Un colpo da fuoriclasse, anche se oggi qualcuno fa notare una certa incongruenza tra le istanze localiste (che peraltro furono alla base della nascita del CLPT) e l’impegnativa etichetta di “leader patriota” che qualcuno gli ha appiccicato per la determinazione nella protesta contro un obbligo del green pass che viene vissuto come dittatoriale.
Non è dato di sapere quale sia l’orientamento politico di Puzzer, ma un elemento di oggettiva contraddizione pare risiedere nel fatto che l’acceso contestatore del Green Pass affermi di essere “vaccinato per convinzione”, anche se sui suoi social non è difficile imbattersi in contenuti palesemente no vax.
D’altra parte, è dote fondamentale di un sindacalista sapersi fare interprete del disagio che serpeggia tra i lavoratori e che, in questo caso specifico, è la risultante di un mix veramente eterogeneo: non sono certo solo estremisti di destra a protestare contro il Green Pass, anche se i fatti di Roma ne hanno messo in luce l’ingombrante presenza, bensì un complesso insieme di scetticismi e delusioni varie.
Sposato con Matia, che ne appoggia la battaglia contro le decisioni del Governo, e padre di un bambino, il “sognatore rivoluzionario” (è lui stesso a definirsi così) ha portato la sua tuta gialla nelle case degli italiani e con immagini forti. Dalle lacrime durante lo sgombero del sit-in ai più energici idranti dei quali si è discusso anche in Parlamento, con forti critiche per la ministra Lamorgese, ha costruito un’immagine barricadera che rimanda ai tempi più gloriosi delle rivendicazioni dei lavoratori.
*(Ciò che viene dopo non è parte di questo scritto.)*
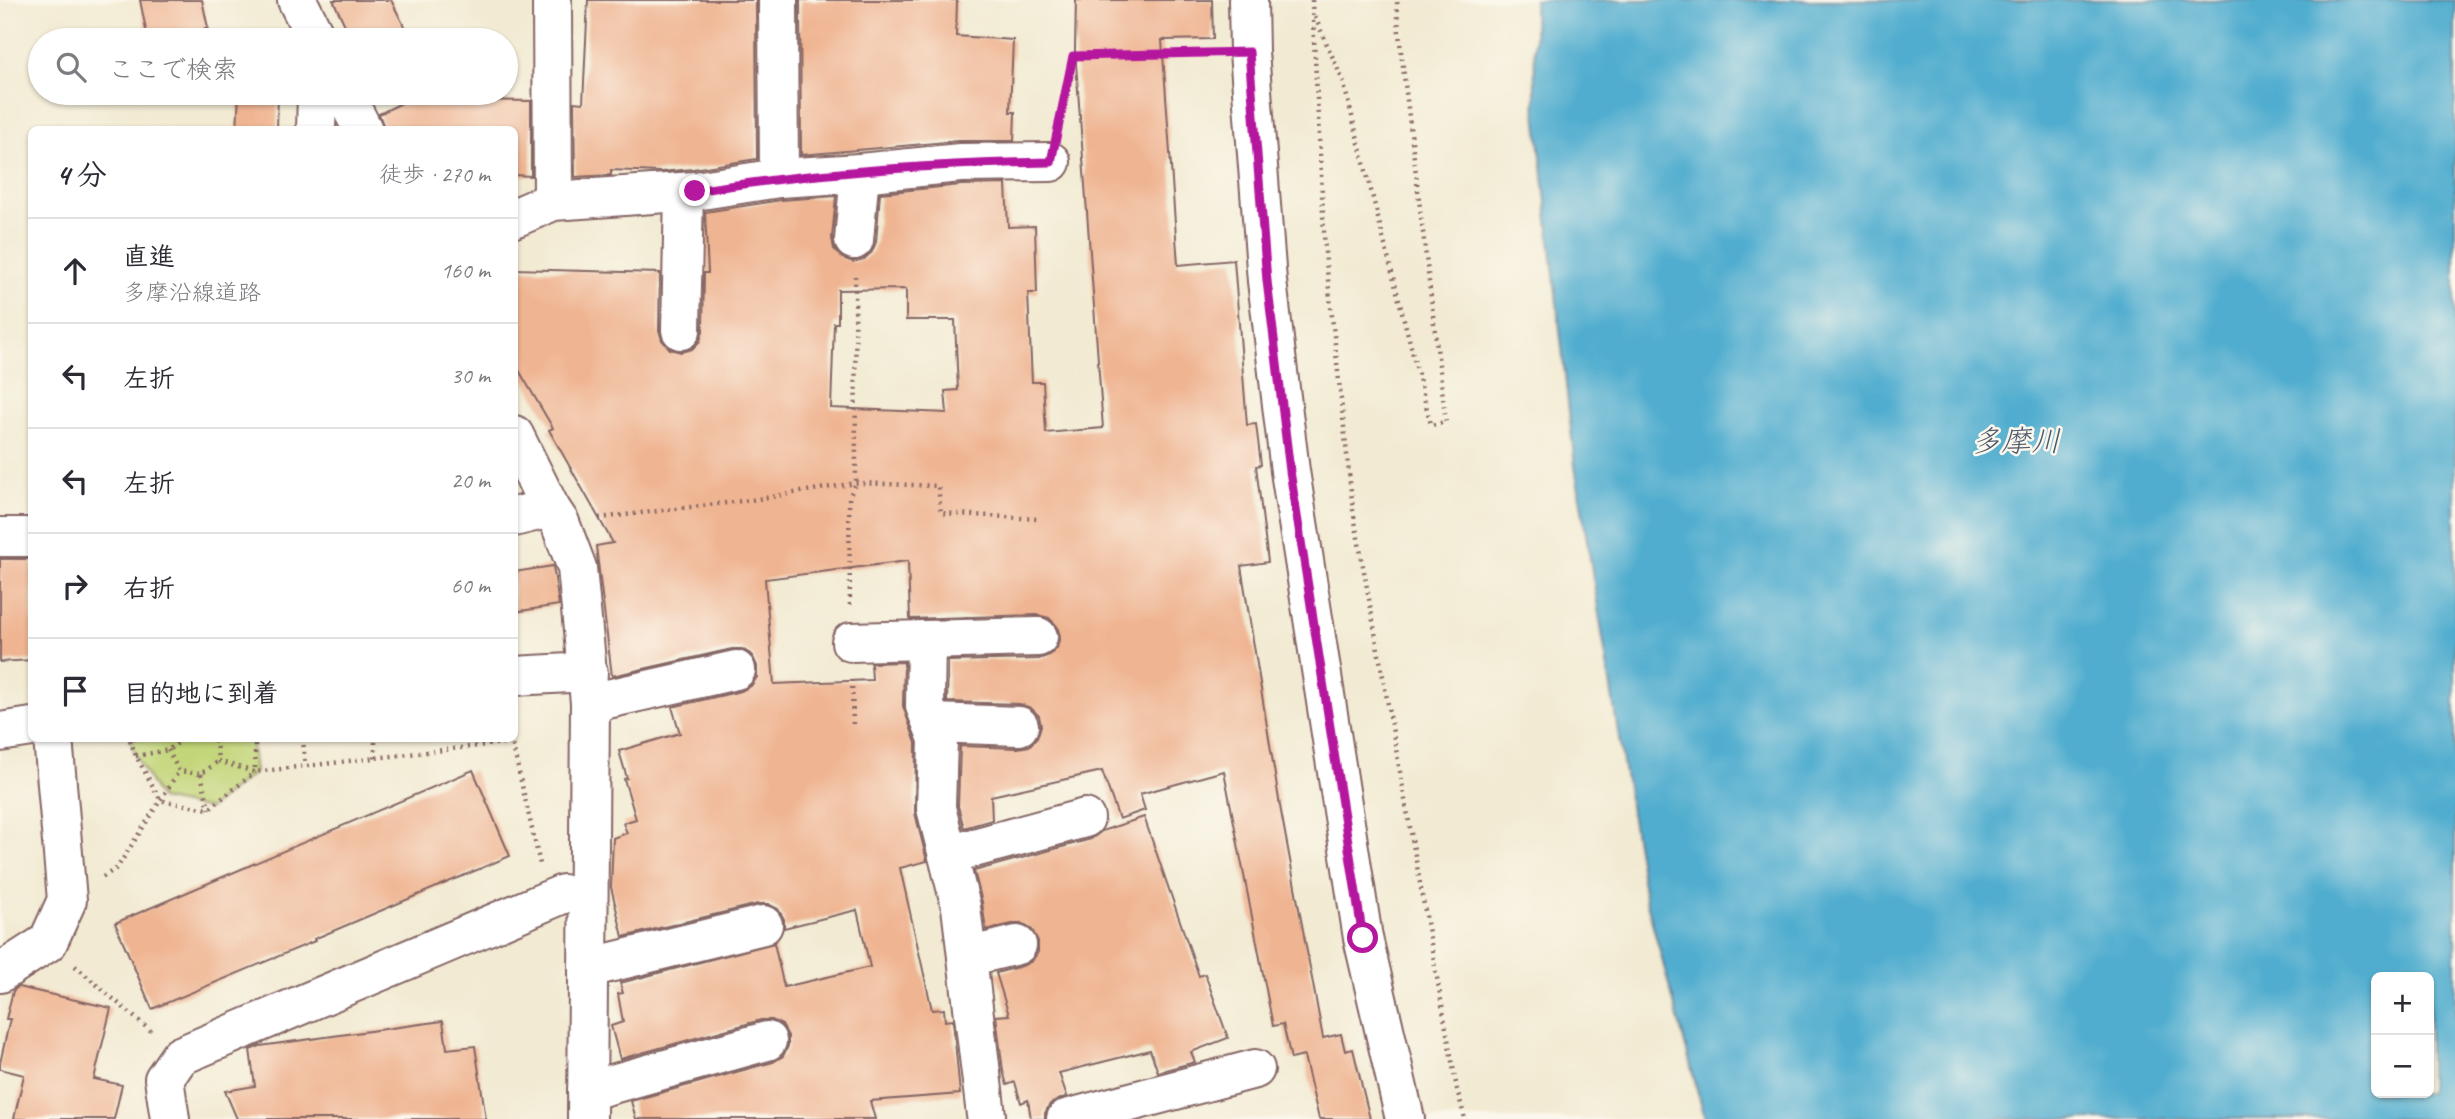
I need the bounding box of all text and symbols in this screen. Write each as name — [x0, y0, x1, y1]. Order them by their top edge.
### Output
search box — [28, 28, 518, 105]
icon: search — [52, 48, 90, 86]
text: ここで検索 — [108, 53, 238, 86]
text: 4 分 — [56, 156, 107, 194]
text: 徒歩 · 270 m — [379, 160, 490, 189]
route end — [679, 175, 710, 206]
text: 直進 — [123, 240, 175, 273]
icon: ahead — [56, 252, 94, 290]
text: 160 m — [441, 256, 490, 285]
text: 多摩沿線道路 — [123, 278, 261, 307]
icon: left — [56, 357, 94, 395]
text: 30 m — [451, 361, 490, 390]
text: 左折 — [123, 362, 175, 395]
water label: 多摩川 — [1971, 422, 2061, 460]
icon: left — [56, 462, 94, 500]
text: 20 m — [451, 466, 490, 495]
text: 左折 — [123, 467, 175, 500]
icon: right — [56, 567, 94, 605]
text: 60 m — [451, 571, 490, 600]
text: 右折 — [123, 572, 175, 605]
icon: arrive — [56, 672, 94, 710]
text: 目的地に到着 — [123, 677, 279, 710]
route start — [1347, 922, 1378, 953]
map controls — [2371, 972, 2434, 1098]
button: + — [2371, 972, 2434, 1035]
button: − — [2371, 1035, 2434, 1098]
Un percorso di rapida ascesa, ma non immune da inciampi. È stata piuttosto clamorosa la rottura tra “Ciccio” e i portuali di Trieste, che non gli hanno perdonato una certa vaghezza nella fase più calda della lotta. Puzzer aveva infatti dichiarato un po’ frettolosamente vittoria, avendo ottenuto un incontro in Parlamento, e il fatto che aggiungesse “domani torniamo a lavorare” aveva fatto letteralmente infurirare i colleghi. Costretto a una rapida marcia indietro con la decisione di prolungare la protesta, ha però indispettito gli altri leader del movimento, che non hanno gradito la sua fuga in avanti. Pur avendo derubricato l’episodio a “una svista comunicativa”, Puzzer è stato costretto a fare un passo indietro, lasciando il ruolo di portavoce. Almeno quello dei portuali, perché poco dopo ha assunto la guida del Coordinamento 15 ottobre, che si pone come obiettivo quello di allargare la mobilitazione ad altre città ed altre categorie professionali.
Un’evoluzione ben poco gradita al CLPT, che con un secco comunicato si è chiamato fuori dal progetto, di fatto disvelando una chiara e forse definitiva spaccatura nella protesta. Sarebbe stato difficile prevederlo solo poche ore prima, quando Puzzer respingeva con sdegno la proposta di tamponi gratis per i portuali, affermando di non essere disposto a lasciare a casa neppure “un solo fratello”.
Eppure la battaglia continua e, se l’autunno continuerà ad essere caldo come tutti pronosticano, certamente Stefano “Ciccio” Puzzer ne sarà immancabilmente un protagonista.